Pull every line with "turn" from the material.
- Opening Delimiter -
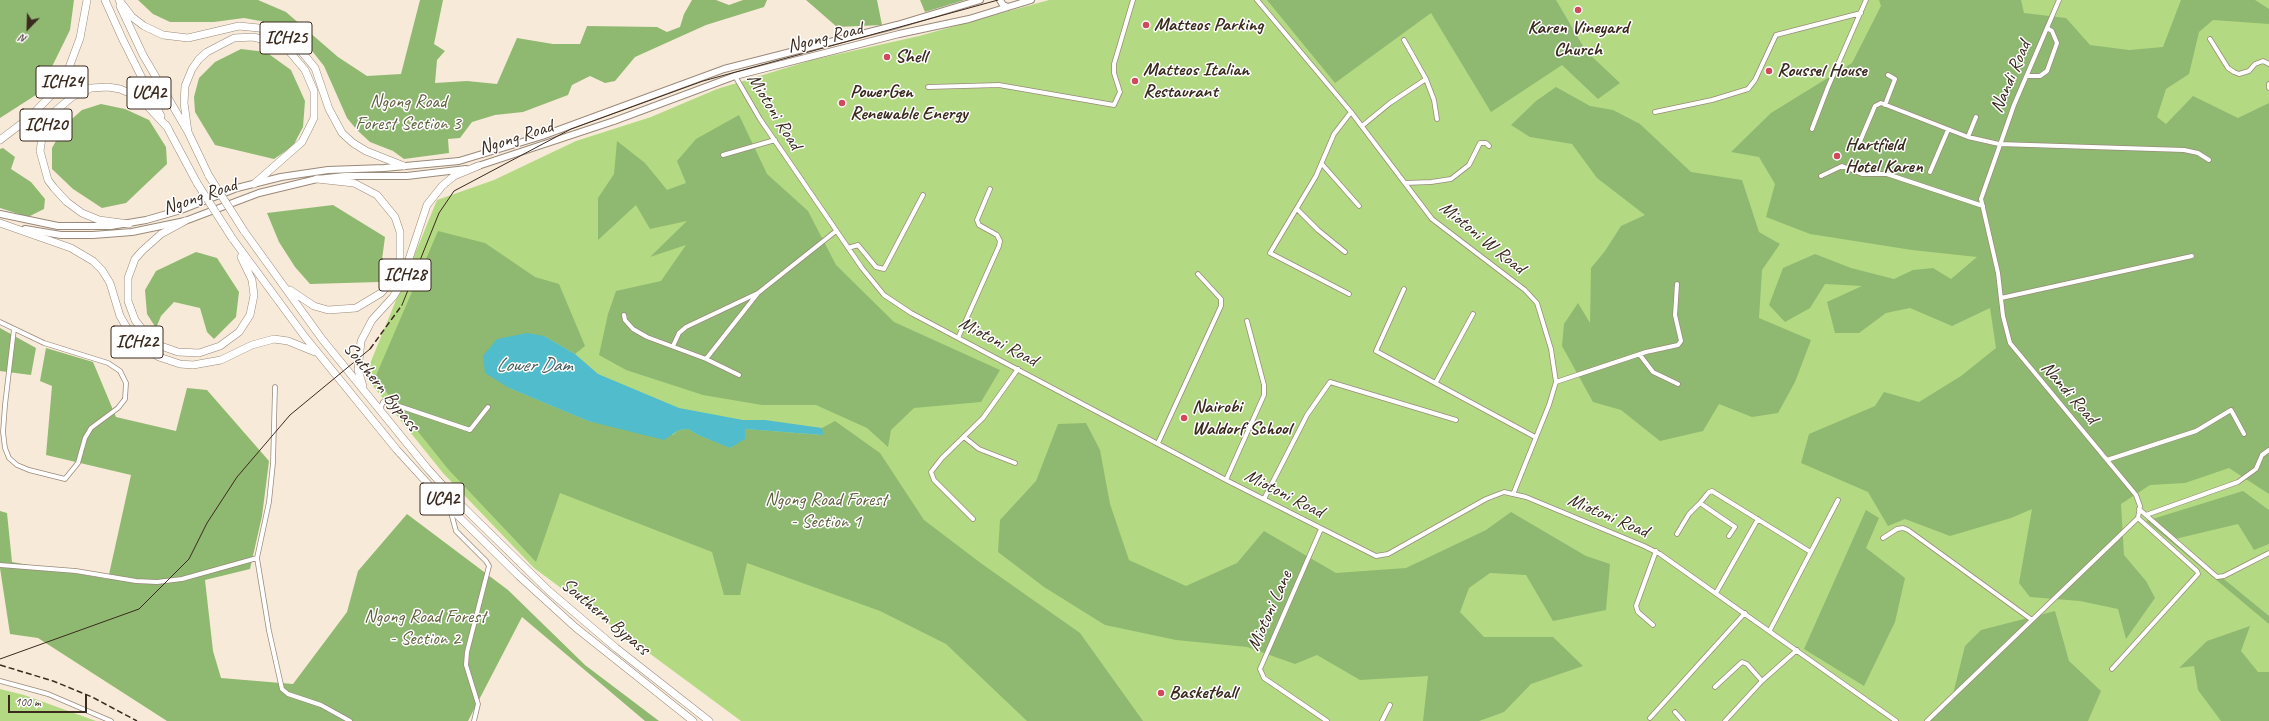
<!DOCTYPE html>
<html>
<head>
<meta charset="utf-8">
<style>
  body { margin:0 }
  #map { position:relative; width:2269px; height:721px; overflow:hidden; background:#f8ead8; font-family:Caveat,sans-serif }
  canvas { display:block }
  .north { position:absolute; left:8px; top:8px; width:40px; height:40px; -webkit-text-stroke:3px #fff; paint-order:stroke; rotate:203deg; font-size:11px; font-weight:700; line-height:16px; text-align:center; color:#3b2a1e }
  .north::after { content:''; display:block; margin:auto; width:14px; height:18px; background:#3b2a1e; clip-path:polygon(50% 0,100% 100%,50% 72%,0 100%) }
  .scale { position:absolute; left:8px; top:695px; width:79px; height:18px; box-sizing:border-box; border:2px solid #3b2a1e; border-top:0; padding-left:5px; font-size:12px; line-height:14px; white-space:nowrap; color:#3b2a1e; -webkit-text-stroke:3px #fff; paint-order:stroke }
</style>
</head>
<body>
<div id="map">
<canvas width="2269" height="721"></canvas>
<div class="north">N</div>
<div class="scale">100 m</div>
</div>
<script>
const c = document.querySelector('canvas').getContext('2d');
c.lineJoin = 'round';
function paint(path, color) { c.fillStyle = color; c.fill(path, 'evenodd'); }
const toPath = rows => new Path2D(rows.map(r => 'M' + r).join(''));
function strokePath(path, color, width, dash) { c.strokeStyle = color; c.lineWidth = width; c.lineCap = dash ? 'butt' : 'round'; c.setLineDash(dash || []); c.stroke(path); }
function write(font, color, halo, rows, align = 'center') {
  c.font = font + ' Caveat,sans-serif'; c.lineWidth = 3; c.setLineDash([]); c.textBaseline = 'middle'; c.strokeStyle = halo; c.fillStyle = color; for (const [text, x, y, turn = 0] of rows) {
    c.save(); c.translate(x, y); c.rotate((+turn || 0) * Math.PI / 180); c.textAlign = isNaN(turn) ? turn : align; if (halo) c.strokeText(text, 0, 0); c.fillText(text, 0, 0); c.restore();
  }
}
paint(toPath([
  [1049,0,2269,0,2269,721,741,721,534,568,443,473,365,376,437,200,494,180,576,141,651,117,717,89,812,60,919,36],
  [0,689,24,695,96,721,0,721]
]), '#b4d983');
paint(toPath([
  [0,0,74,0,70,30,39,93,0,118],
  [138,0,258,0,286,12,338,57,367,76,401,74,420,0,443,0,434,44,445,51,437,60,435,83,467,81,497,84,517,38,553,44,580,44,587,26,657,27,667,32,680,27,684,14,692,0,716,0,729,5,743,0,767,0,764,7,706,25,635,57,615,81,605,83,590,76,572,85,568,95,523,112,495,115,472,122,460,138,448,139,449,153,404,159,393,151,370,142,357,130,347,118,324,66,301,37,271,23,244,18,214,22,170,22,153,14],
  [806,0,877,0,882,25,837,27],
  [920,0,965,0,925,12],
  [1267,0,1556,0,1586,51,1620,83,1598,99,1562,65,1491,112,1431,13,1335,83],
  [1879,0,2021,0,2024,13,2066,18,2090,45,2129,50,2163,47,2181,0,2255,0,2269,9,2269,24,2213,20,2199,32,2189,74,2166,89,2157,117,2166,124,2193,96,2238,118,2269,103,2269,494,2229,468,2185,483,2150,485,2121,504,2124,555,2146,581,2155,598,2126,639,2118,609,2080,601,2030,597,2019,583,2032,509,2011,518,1950,536,1905,519,1888,526,1868,492,1801,463,1809,434,1875,406,1884,392,1919,402,1961,376,1996,348,1990,308,1952,326,1910,308,1886,313,1859,333,1835,333,1827,302,1862,286,1825,284,1810,308,1785,322,1769,305,1783,268,1815,254,1851,268,1894,279,1913,270,1933,268,1951,279,1977,257,1912,250,1810,234,1766,217,1775,184,1759,157,1731,152,1771,113,1852,63,1881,6],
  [241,49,266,52,291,70,305,101,303,127,293,146,274,159,215,145,195,112,194,97,199,78,215,62],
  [1556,87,1590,106,1613,110,1640,124,1691,172,1742,180,1759,232,1780,244,1762,270,1759,318,1811,340,1795,382,1778,413,1752,417,1719,404,1703,431,1660,441,1621,410,1593,402,1562,346,1564,324,1578,303,1590,323,1591,268,1605,251,1621,226,1645,215,1597,178,1572,144,1530,137,1511,125,1536,101],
  [101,104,125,109,149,120,166,147,167,164,126,203,102,208,73,189,52,169,52,148,65,125,82,110],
  [739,115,767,174,808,211,836,265,894,322,1000,370,981,402,914,408,891,430,888,447,867,428,816,405,762,405,703,395,626,370,599,355,608,314,616,291,661,281,686,245,650,257,687,221,650,229,636,205,598,240,598,198,614,174,617,141,645,163,667,190,686,183,677,161,696,139],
  [3,148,15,157,11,169,31,182,45,199,44,209,28,217,0,208,0,149],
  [333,205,385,237,379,282,310,284,295,267,279,242,267,213],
  [438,231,485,243,535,277,559,284,585,346,575,354,544,336,509,388,588,421,673,435,679,430,688,429,698,435,731,448,745,429,822,435,822,428,835,421,880,453,924,520,982,564,1080,633,1143,721,1027,721,946,644,880,611,747,563,740,595,724,595,712,552,560,493,536,562,448,469,375,378],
  [196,252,217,258,239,292,236,317,214,339,207,332,200,308,174,302,161,316,156,328,147,314,145,290,156,271],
  [0,328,36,348,31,375,0,371],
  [46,348,93,362,116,417,176,431,187,388,207,390,269,461,262,516,250,569,205,580,213,651,221,678,293,684,347,612,358,571,407,514,508,590,585,665,659,721,645,721,522,617,468,721,167,721,38,638,10,634,0,568,0,511,7,513,12,562,108,579,131,475,46,455,52,386,40,381],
  [1086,423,1100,450,1110,504,1129,560,1186,586,1237,563,1264,531,1336,573,1406,568,1486,530,1511,512,1586,556,1610,564,1606,610,1553,621,1526,575,1490,573,1469,588,1460,612,1484,637,1553,637,1583,666,1531,684,1504,712,1479,721,1423,721,1428,676,1360,680,1317,655,1295,664,1247,647,1176,640,1105,625,1044,587,998,552,1000,520,1036,481,1058,424],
  [2243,491,2269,510,2269,544,2254,550,2238,524,2175,539,2269,616,2269,624,2146,521],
  [1866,510,1879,518,1866,548,1905,578,1895,622,1864,686,1804,649],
  [2055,611,2069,661,2101,691,2088,721,1925,721,1953,694,1965,646,1981,630],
  [2250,626,2241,651,2258,672,2269,672,2269,721,2221,721,2198,690,2194,666,2179,668,2207,641]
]), '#8fb971');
paint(toPath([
  [527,333,544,336,575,354,598,374,679,408,743,420,765,420,822,428,823,435,745,429,745,439,730,448,698,435,688,429,679,430,664,440,588,421,509,388,485,373,483,356,497,339]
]), '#50bccc');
const minor = toPath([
  [1257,0,1351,112,1432,219,1525,290,1537,303,1551,349,1556,382,1549,405,1514,492],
  [2210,39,2228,68,2234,72,2239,74,2249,71,2255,64,2263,61,2269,64],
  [735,76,760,119,862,268,884,295,911,313,1226,480,1376,556,1388,554,1486,499,1504,492,1526,497,1644,546,1660,554,1896,721],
  [2027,76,2040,76,2047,71,2057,43,2052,31,2047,28],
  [1426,79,1434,100,1437,119],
  [2269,84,2269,88],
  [928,87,999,85,1114,105,1120,92,1114,73,1114,64,1133,0],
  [1885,105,1895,79,1888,75],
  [1655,112,1712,100,1748,89,1755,80,1776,35,1861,13],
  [1362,126,1390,103,1426,79,1404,40],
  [1812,129,1828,87,1866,0],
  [1968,137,1976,117],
  [1858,146,1875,106,1881,103,1968,137,1999,144,2184,150,2198,153,2209,160],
  [723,155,775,140],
  [1322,164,1359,206],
  [1930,172,1948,130],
  [1821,176,1842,166,1862,174,1887,174,1983,206],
  [1405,183,1431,182,1451,179,1469,165,1480,143,1486,143,1489,146],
  [1297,209,1318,230,1345,252],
  [848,248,858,245,876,267,884,269,923,195],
  [1404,289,1376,351,1535,437],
  [1349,294,1270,253,1316,176,1334,134,1351,112],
  [2001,298,2192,256],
  [624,315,625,320,633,329,647,337,706,359],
  [0,322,44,343,108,363,120,371,126,383,125,399,118,408,91,428,85,438,78,463,65,479,29,470,17,465,9,458,5,448,3,432,5,405,14,329],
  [958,338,999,246,1000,241,997,235,979,225,977,220,990,189],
  [673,346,679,333,686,327,758,293],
  [1640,355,1653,372,1678,384],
  [739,375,706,359,758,293,836,231],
  [1436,382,1473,314],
  [1556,382,1646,352,1678,345,1681,341,1675,315,1677,284],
  [380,409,383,402,387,402,470,430,488,407],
  [964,437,979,449,1015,463],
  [1158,443,1221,306,1221,299,1198,274],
  [2107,460,2196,431,2231,410,2244,434],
  [1226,480,1264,395,1264,385,1247,321],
  [1264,499,1307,415,1330,382,1456,420],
  [450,509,456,531,486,561,489,566,467,652,466,665,478,704,474,721],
  [2139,509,2217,577,2224,576,2269,553],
  [2146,515,2238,482,2256,469,2262,455,2269,450],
  [973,519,934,480,931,472,942,458,983,418,1018,369],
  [1321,529,1260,669,1264,678,1327,721],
  [1677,534,1689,514,1700,503],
  [1729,536,1735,527,1700,503,1709,492,1712,491,1809,551],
  [1883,538,1897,529,1903,528,1908,530,2032,620],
  [257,558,269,631,282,689,288,694,321,705,350,721],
  [0,565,76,571,136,581,157,582,182,579,257,558,269,502,273,463,275,387],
  [1716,593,1758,519],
  [1653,625,1638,612,1636,606,1656,551],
  [1770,630,1838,500],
  [2112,669,2198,574,2197,571,2138,518],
  [0,681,48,694,111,721],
  [1715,687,1742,662,1747,664,1762,681],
  [1675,712,1683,721],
  [1650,718,1745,613],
  [1382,721,1390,705],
  [1725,721,1762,681,1797,650],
  [1927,721,2138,518,2140,506,2136,495,2010,343,2003,316,1998,273,1981,199,2014,105,2059,0]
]);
const secondary = toPath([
  [1000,0,1003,5,1008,7],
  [475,167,614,121,735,76,899,34,969,19,1031,0],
  [0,214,58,226,111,226,146,220,181,210,237,188,281,177,328,170,384,168,459,161,542,136,724,69,897,25,980,0],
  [25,229,61,235,93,235,132,232,185,221,259,193,317,179,345,176,407,176,466,169]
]);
const trunk = toPath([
  [105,0,122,38,161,116],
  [119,0,132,17,144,26,163,35,188,38,239,26,259,28,281,35,301,51,315,68,329,109,342,133,353,143,366,151,404,166],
  [120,6,143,55,188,132,209,176],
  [166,125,197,183],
  [188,132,184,103,185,86,192,69,199,59,207,52,234,38,253,37,269,41,289,51,305,70,314,91,314,118,302,142,254,184],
  [0,140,29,118,59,87,67,73,80,38,87,0],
  [185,221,161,234,142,251,135,259,128,278,128,301,135,320,148,337,161,346,178,352,199,353,220,346,239,332,250,315,254,295,252,280,241,257],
  [0,223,71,248,93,261,102,270,110,283,120,316,130,333,145,349,159,357,180,364,193,365,221,360,252,345,274,339,288,341,315,352],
  [129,224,99,220,82,213,67,202,54,188,48,180,40,151,43,131,52,114,72,97,91,88,108,87,120,89,139,97,168,128],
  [244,231,322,339,427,468,455,499,549,591,616,648,709,721],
  [232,238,305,337,397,450,450,508,519,576,575,627,693,721],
  [290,290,314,306,328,310,356,308,381,293,391,282,400,259,400,232,395,217,377,195,354,183,317,179],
  [363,386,358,370,361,341,372,320,393,297,400,286,427,205,442,186,454,176,478,166]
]);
strokePath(minor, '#9a8a7b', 5.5);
strokePath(secondary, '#9a8a7b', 8);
strokePath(trunk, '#9a8a7b', 8);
strokePath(minor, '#fff', 4);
strokePath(secondary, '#fff', 6);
strokePath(trunk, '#fff', 7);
strokePath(toPath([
  [402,305,439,213,454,191,571,129,703,81,998,0],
  [0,659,139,609,189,559,207,523,237,477,290,415,370,349]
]), '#3b2a1e', 1);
strokePath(toPath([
  [370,349,402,305],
  [0,665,53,681,92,697,137,721]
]), '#3b2a1e', 1.5, [6, 3]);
const trunkBridge = toPath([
  [209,176,244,231],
  [197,183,232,238]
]);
strokePath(trunkBridge, '#9a8a7b', 8, []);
strokePath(trunkBridge, '#fff', 7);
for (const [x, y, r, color] of [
  [1578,10,4,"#d1495b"],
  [1146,25,4,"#d1495b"],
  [887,57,4,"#d1495b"],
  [1769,71,4,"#d1495b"],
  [1135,81,4,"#d1495b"],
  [842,103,4,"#d1495b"],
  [1837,156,4,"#d1495b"],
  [1184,418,4,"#d1495b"],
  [1161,693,4,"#d1495b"]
]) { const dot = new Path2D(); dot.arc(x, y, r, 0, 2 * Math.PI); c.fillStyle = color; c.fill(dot); strokePath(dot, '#fff', 1.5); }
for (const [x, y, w] of [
  [286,38,52],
  [62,82,52],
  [149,93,44],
  [46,125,52],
  [405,275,52],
  [137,342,52],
  [442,499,44]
]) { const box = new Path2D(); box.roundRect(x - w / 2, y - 16, w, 32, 3); c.fillStyle = '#fff'; c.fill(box); strokePath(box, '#3b2a1e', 1); }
write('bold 18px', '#3b2a1e', null, [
  ["ICH25",286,38],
  ["ICH24",62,82],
  ["UCA2",149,93],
  ["ICH20",46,125],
  ["ICH28",405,275],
  ["ICH22",137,342],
  ["UCA2",442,499]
]);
write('bold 19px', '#3b2a1e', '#fff', [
  ["Matteos Parking",1154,25],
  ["Karen Vineyard",1578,28,"center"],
  ["Church",1578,50,"center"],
  ["Shell",895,57],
  ["Matteos Italian",1143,70],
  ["Restaurant",1143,92],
  ["Roussel House",1777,71],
  ["PowerGen",850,92],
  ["Renewable Energy",850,114],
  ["Hartfield",1845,145],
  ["Hotel Karen",1845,167],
  ["Nairobi",1192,407],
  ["Waldorf School",1192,429],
  ["Basketball",1169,693]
], 'left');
write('19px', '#3b2a1e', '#fff', [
  ["Ngong Road",825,38,-14],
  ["Nandi Road",2011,77,-67],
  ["Miotoni Road",774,112,58],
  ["Ngong Road",516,138,-18],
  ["Ngong Road",200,197,-19],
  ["Miotoni W Road",1482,238,39],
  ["Miotoni Road",998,342,28],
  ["Southern Bypass",381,387,51],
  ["Nandi Road",2069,393,49],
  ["Miotoni Road",1284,494,27],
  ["Miotoni Road",1608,516,23],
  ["Miotoni Lane",1270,611,-66],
  ["Southern Bypass",605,617,40]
]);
write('19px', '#5f5f3c', '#fff', [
  ["Ngong Road",408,102],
  ["Forest Section 3",408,124],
  ["Ngong Road Forest",826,500],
  ["- Section 1",826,522],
  ["Ngong Road Forest",425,617],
  ["- Section 2",425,639]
]);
write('italic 20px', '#425d5b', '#fff', [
  ["Lower Dam",534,366]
]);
</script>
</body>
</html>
- Closing Delimiter -
OUTPUT OF THE EXERCISE:
  c.font = font + ' Caveat,sans-serif'; c.lineWidth = 3; c.setLineDash([]); c.textBaseline = 'middle'; c.strokeStyle = halo; c.fillStyle = color; for (const [text, x, y, turn = 0] of rows) {
    c.save(); c.translate(x, y); c.rotate((+turn || 0) * Math.PI / 180); c.textAlign = isNaN(turn) ? turn : align; if (halo) c.strokeText(text, 0, 0); c.fillText(text, 0, 0); c.restore();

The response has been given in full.